Entre Rome et Moscou pages 126 et svt

Double arrestation ; le procès

 

A la fin de 1922 dans les milieux ecclésiastiques de Russie personne ne se faisait illusion ; on était à la veille d'une persécution religieuse violente. Le gouvernement soviétique avait en particulier clairement manifesté à diverses reprises l'intention de dépouiller les églises de leurs vases sacrés et de leurs autres objets précieux. Il fallait donc tâcher d'éviter les profanations. Pour cette raison et parce qu'il fallait s'attendre à une fermeture au moins temporaire des lieux de culte, les paroisses catholiques avaient pris soin de cacher en lieu sûr des calices et tout ce qui serait nécessaire pour célébrer les offices au besoin en dehors des églises.

A  la rue Barmalaieva, nous a raconté Mlle Danzas nous n'avions laissé à l'église que le strict nécessaire. Nous avions caché le reste en partie chez Mme Deibner et en partie chez moi. Il était vraisemblable qu'en cas de perquisition on fouillerait avant tout l'appartement de Mgr Féodoroff puis celui de Mme Deibner à cause de sa proximité de l'église; l'endroit le plus sûr semblait donc être le petit logement que j'occupais, au-dessus de celui de Féodoroff. C'est là que nous avions préparé un petit autel et tout le nécessaire."

La dernière liturgie solennelle fut célébrée à l'église de la Barmalaieva le 21 novembre 1922 pour la fête de l'Isodos (Entrée au Temple de la Mère de Dieu ) . Le lendemain, après la liturgie célébrée comme d'habitude, à 7 heures du matin, sans solennité particulière, la police vint arrêter l'exarque.

J'étais rentrée chez moi pour quelques instants et, à 8 heures, je sortais comme d'habitude pour aller à mon service à la Bibliothèque publique, raconte Danzas, quand au tournant de la rue, j'aperçus Féodoroff entre deux militaires. Ils le conduisaient vers le commissariat du quartier. Je parvins à devancer le groupe par un détour de la rue de manière à me trouver en face du père. En m'apercevant, il m'indiqua des yeux la direction de l'église et murmura comme s'il parlait à lui-même "Sanctissimum"

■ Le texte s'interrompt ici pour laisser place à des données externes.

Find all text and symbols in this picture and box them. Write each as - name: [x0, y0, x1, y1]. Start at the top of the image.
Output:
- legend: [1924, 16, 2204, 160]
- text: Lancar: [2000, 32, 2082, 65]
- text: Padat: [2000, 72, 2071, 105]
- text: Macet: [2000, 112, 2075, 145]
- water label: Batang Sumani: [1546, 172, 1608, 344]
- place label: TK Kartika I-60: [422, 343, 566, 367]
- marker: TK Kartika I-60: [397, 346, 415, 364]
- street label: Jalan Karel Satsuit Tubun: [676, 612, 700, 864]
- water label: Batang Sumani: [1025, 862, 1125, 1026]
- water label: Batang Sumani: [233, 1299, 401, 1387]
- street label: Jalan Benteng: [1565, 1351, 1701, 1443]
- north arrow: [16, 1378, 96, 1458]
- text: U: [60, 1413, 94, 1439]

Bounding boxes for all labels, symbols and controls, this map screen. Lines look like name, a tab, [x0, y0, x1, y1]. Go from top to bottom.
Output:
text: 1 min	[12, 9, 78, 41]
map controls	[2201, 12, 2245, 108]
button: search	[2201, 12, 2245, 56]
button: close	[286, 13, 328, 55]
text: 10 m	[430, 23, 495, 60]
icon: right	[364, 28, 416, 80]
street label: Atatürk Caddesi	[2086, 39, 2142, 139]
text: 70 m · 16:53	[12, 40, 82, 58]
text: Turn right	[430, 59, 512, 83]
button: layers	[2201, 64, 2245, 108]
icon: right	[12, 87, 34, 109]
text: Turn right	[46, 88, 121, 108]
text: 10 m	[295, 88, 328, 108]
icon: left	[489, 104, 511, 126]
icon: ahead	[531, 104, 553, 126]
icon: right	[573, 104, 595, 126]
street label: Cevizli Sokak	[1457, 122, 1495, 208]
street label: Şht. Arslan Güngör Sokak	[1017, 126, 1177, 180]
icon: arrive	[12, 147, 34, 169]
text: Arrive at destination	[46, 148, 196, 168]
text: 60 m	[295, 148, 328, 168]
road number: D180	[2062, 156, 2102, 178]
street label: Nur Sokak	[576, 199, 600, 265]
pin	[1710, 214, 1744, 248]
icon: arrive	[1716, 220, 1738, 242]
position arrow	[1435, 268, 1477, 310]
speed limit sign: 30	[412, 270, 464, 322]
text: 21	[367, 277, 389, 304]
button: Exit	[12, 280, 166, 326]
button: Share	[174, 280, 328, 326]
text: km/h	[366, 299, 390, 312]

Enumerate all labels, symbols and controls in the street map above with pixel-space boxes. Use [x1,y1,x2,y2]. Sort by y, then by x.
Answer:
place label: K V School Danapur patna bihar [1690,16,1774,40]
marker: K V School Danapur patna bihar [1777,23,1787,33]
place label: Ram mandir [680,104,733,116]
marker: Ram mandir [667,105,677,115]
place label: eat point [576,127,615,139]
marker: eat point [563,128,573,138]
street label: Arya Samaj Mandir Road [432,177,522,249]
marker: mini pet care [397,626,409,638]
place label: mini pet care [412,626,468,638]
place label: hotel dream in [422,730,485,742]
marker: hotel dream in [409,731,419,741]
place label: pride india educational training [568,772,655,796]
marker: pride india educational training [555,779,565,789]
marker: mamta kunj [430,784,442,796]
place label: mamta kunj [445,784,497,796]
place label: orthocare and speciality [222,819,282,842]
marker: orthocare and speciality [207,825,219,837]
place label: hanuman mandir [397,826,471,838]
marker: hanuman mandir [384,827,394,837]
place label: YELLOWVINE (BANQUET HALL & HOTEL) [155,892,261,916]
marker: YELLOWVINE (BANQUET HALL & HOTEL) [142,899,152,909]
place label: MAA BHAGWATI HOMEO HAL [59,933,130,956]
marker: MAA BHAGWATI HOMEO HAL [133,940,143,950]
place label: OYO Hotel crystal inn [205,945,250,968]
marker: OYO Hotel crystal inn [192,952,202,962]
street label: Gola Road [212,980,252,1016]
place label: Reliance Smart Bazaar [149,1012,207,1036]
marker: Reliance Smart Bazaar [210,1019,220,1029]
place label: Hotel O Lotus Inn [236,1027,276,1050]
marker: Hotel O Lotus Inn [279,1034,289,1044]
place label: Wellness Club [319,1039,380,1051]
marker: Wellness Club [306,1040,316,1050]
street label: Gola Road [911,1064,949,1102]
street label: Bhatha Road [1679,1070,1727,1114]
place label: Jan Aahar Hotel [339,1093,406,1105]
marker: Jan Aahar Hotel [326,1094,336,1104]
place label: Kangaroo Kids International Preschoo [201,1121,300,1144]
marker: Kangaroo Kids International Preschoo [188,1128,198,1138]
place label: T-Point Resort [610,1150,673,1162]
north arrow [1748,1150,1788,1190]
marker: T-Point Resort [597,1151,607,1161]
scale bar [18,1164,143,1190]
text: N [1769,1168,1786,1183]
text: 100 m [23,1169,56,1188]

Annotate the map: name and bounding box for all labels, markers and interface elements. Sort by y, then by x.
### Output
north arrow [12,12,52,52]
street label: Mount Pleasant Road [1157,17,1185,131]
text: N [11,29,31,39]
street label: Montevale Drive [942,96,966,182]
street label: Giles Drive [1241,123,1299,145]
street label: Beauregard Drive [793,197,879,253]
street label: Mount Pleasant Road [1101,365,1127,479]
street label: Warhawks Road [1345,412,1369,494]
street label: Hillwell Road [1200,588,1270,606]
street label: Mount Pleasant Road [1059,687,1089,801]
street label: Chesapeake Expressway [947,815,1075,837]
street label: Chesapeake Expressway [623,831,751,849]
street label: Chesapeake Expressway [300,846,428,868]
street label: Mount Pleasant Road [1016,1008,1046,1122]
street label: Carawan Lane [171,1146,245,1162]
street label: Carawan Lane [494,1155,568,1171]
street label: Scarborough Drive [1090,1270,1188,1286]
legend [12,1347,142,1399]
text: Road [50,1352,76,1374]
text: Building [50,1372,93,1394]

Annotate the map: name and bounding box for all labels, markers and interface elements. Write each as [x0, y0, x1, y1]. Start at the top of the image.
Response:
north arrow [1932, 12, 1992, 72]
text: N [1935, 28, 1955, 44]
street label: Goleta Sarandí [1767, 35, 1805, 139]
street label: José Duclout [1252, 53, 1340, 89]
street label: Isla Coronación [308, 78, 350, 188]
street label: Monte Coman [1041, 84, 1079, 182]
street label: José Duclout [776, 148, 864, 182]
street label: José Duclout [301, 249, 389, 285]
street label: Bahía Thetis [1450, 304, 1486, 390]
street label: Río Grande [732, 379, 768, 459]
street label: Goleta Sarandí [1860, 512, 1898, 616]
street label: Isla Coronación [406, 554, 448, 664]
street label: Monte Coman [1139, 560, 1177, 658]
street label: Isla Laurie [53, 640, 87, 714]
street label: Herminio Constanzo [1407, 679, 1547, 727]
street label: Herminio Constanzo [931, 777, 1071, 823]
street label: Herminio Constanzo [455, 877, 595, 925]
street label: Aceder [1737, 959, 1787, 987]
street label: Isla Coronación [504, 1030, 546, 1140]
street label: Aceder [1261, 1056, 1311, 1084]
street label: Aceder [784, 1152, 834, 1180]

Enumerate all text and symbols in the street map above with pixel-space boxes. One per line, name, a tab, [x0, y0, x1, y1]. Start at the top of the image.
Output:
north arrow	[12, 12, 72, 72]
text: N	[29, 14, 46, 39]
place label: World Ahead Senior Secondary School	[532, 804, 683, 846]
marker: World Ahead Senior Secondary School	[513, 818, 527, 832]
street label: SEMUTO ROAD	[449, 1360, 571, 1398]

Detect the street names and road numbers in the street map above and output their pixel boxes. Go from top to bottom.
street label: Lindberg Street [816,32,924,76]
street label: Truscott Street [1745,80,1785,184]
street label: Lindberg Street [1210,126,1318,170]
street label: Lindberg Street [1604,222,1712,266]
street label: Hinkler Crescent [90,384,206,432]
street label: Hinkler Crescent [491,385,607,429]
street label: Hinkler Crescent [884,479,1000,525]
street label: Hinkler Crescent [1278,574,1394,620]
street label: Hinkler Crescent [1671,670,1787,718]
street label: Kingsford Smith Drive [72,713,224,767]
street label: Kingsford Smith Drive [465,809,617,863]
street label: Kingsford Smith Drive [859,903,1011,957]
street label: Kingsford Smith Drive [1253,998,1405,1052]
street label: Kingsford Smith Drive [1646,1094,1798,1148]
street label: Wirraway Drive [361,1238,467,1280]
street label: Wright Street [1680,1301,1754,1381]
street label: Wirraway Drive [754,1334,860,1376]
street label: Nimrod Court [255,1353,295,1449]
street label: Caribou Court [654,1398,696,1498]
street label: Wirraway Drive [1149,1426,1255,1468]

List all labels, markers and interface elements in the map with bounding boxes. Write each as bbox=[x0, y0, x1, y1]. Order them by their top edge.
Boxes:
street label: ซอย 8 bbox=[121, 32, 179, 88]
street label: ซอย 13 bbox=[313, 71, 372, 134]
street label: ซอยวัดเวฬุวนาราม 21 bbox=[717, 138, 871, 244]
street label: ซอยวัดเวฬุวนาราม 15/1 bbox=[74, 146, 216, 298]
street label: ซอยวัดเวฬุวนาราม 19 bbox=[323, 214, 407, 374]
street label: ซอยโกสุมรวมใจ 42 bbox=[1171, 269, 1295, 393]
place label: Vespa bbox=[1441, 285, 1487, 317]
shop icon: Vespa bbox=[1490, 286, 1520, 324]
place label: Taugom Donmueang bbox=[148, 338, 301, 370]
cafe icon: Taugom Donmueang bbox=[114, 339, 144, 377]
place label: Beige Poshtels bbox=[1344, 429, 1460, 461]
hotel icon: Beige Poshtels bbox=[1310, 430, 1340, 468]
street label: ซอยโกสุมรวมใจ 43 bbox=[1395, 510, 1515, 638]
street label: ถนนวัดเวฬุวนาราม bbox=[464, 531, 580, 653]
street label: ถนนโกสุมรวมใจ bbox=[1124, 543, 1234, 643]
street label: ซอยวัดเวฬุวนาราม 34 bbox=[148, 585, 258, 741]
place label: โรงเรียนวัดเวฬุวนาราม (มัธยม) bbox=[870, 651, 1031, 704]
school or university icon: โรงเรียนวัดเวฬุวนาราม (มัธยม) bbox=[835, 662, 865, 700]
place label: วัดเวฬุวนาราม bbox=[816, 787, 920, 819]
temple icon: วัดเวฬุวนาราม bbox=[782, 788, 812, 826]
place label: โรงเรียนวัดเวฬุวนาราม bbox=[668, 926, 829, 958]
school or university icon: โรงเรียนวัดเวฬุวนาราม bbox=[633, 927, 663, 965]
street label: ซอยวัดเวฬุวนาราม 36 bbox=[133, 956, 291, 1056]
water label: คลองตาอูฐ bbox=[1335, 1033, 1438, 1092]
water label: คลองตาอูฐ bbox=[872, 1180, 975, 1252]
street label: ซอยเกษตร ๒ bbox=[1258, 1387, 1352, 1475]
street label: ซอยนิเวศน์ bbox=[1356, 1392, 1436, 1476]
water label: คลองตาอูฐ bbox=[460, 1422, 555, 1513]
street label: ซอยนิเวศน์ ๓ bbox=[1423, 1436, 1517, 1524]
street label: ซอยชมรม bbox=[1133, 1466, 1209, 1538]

Ses gardes n'y comprirent rien. Danzas saisit aussitôt la pensée de l'exarque; il redoutait que les policiers ne profanent la sainte réserve eucharistique conservée sur l'autel dans un petit ciboire. Il fallait faire vite. Danzas monta à l'église, fit devant l'autel la grande prostration d'usage, enleva le voile de soie qui recouvrait le petit lutrin placé à côté de l'autel, ouvrit le tabernacle et en retira le petit coffret qui contenait le saint sacrement. Elle plaça le coffret dans l'antimension, et l'enroula dans le voile de soie. Cachant le tout  dans son manteau, elle sortit ensuite de l'église par une porte dissimulée derrière une armoire. Les policiers ne la virent pas et ne remarquèrent pas davantage la porte par laquelle elle se glissait au dehors.

Au commissariat , l'interrogatoire fut assez bref. L'exarque fut remis en liberté sous caution avec défense formelle de quitter la ville. La police vint apposer les scellés sur la porte de l'église.

Après avoir erré quelque temps dans les rues voisines en se demandant dans quelle autre église catholique elle pourrait bien porter les saints dons, Danzas résolut d'aller voir tout d'abord ce qui se passait dans l'appartement de l'exarque. Celui-ci venait d'être relâché. Il rencontra Danzas dans la cour de l'immeuble, rentra chez lui, consomma les saints dons et resta longtemps en prière.

Les policiers n'avaient pas apposé les scellés sur la porte secondaire de l'église qu'ils n'avaient pas remarquée; il devint néanmoins pratiquement impossible d'y célébrer les offices. Danzas mit donc son salon à la disposition de la paroisse. On y éleva un petit autel que cachait un paravent, une fois les offices terminés. Durant les premiers jours qui suivirent, la célébration se fit de la manière la plus discrète possible pour une assistance très réduite. La veille de la Noël de cette année 1922, on s'enhardit à chanter à mi-voix l'office du soir. Tout se passa sans incident. A partir de ce moment, on décida de célébrer de la même manière les offices du dimanche et des fête. Il y eut hélas un voisin pour dénoncer la petite communauté. Le 6 janvier, fête de la Théophanie les fidèles venaient de communier et l'exarque terminait la divine liturgie lorsque retentit soudain un coup de sonnette d'une violence inouïe. Les habitués comprirent: c'était la police ! Danzas ouvrit; quatre policiers entrèrent.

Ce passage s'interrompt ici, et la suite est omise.